Antisemitic sentiment has been on the rise both nationally and in Massachusetts. According to a report from the Anti-Defamation League (ADL), antisemitic incidents increased by 42% in the New England region, which includes Maine, Massachusetts, New Hampshire, Rhode Island, and Vermont, in 2021, with a total of 155 reported incidents of assault, harassment, and vandalism. 

“The pervasiveness of antisemitism has emboldened some to act on their hatred of the Jewish people, sometimes in violent ways,” said Shukur. “We have seen a rash of incidents in the past months, from antisemitic slurs directed at young men wearing traditional head coverings on Newbury Street; signs blaming Jews for 9/11 over freeway overpasses; families finding swastikas strewn on their lawns; and neo-Nazi groups marching through our beloved Boston Common.”

Massachusetts alone saw 108 incidents in 2021, up from 73 incidents in 2020, in 54 cities and towns. These events included the stabbing of Rabbi Shlomo Noginski outside Shaloh Jewish Day School in Brighton; an incident in Newton in which a group of teenagers threw rocks at a young boy who was wearing a kippah while walking in a park; and the firing of a high school football coach in Duxbury who had his team identify plays using Holocaust-related terms including “Auschwitz.” 

This number made Massachusetts the state with the seventh highest number of incidents in the country, behind New York, New Jersey, California, Florida, Michigan, and Texas. Twenty-nine of the incidents took place at Jewish institutions and schools, 35 at non-Jewish K-12 schools, 15 on college campuses, 55 in public spaces, 4 at private businesses and establishments, and 10 in homes. 

The 42% increase in incidents in New England is higher than the national increase of 34%. Last year saw 2,717 antisemitic incidents nationwide, which is the highest since ADL started tracking this data over 40 years ago. 

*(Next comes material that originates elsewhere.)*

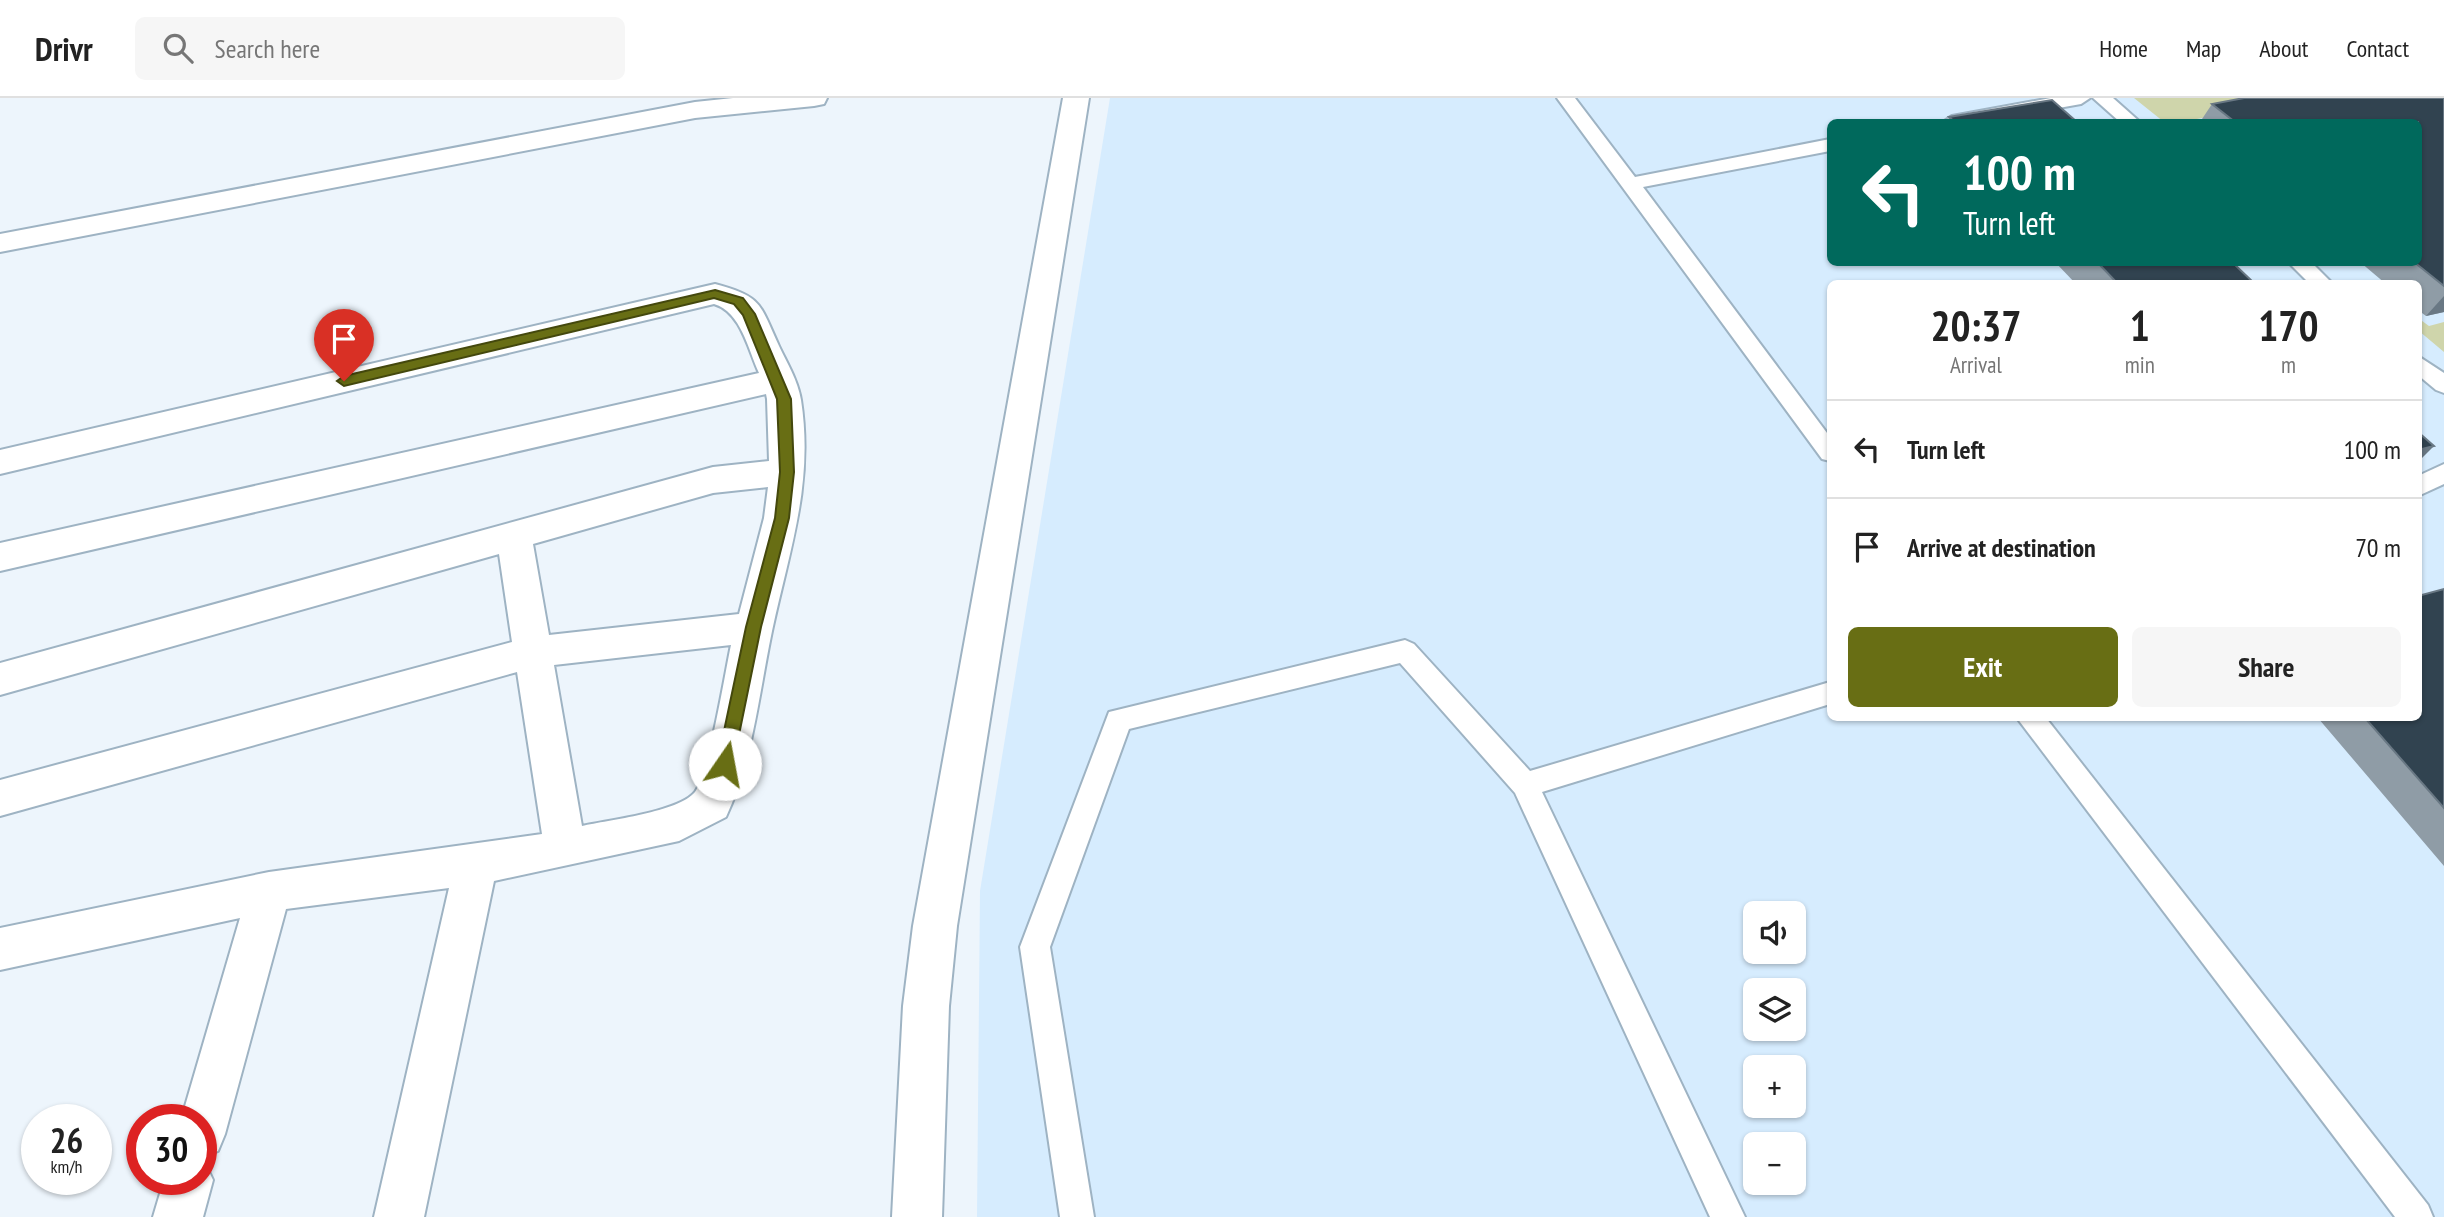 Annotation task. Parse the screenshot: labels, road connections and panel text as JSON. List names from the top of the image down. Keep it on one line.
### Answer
{"page":{"header":"Drivr","search":"Search here","nav":["Home","Map","About","Contact"],"turn":["100 m","Turn left"],"eta":["20:37","Arrival","1","min","170","m"],"list":[{"name":"Turn left","value":"100 m"},{"name":"Arrive at destination","value":"70 m"}],"buttons":["Exit","Share"],"map_buttons":["+","−"],"speed":"26 km/h","limit":"30"}} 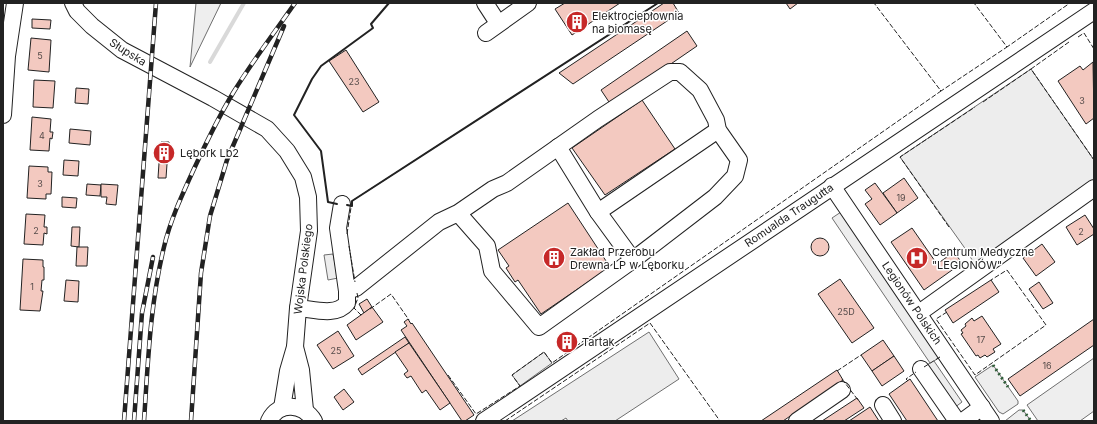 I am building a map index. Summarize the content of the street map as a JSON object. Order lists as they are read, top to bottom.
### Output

But despite this all, Jewish leaders in Boston and New England are honoring their holiday proudly. Chabad of Downtown Boston’s menorah lighting, for instance, went on as usual, and its Rabbi Yosef Zaklos emphasized the significance in that, noting that he sees it his mission to “add in light,” fitting for Hanukkah, the Festival of Lights.

“The Lubavitcher Rebbe, leader of the Chabad worldwide movement, Rabbi Menachem Schneerson, taught us that the Chanukah lights are the best antidote to antisemitism,” said Zaklos. “The unique characteristic of light is that it does not ‘fight’ the darkness, but that the light itself automatically dispels darkness.”

Other public events will continue in the coming days in Boston, including the South End menorah lighting and LED show, which will take place Tuesday evening at the Center for the Arts on Tremont Street.

“Our response to antisemitism is to become become bolder in our Jewish presence and practice,” said Zaklos. “As a Chabad Rabbi, I strive to foster Jewish pride by working to make education and Jewish practice readily accessible to all and to engage each person where they are.”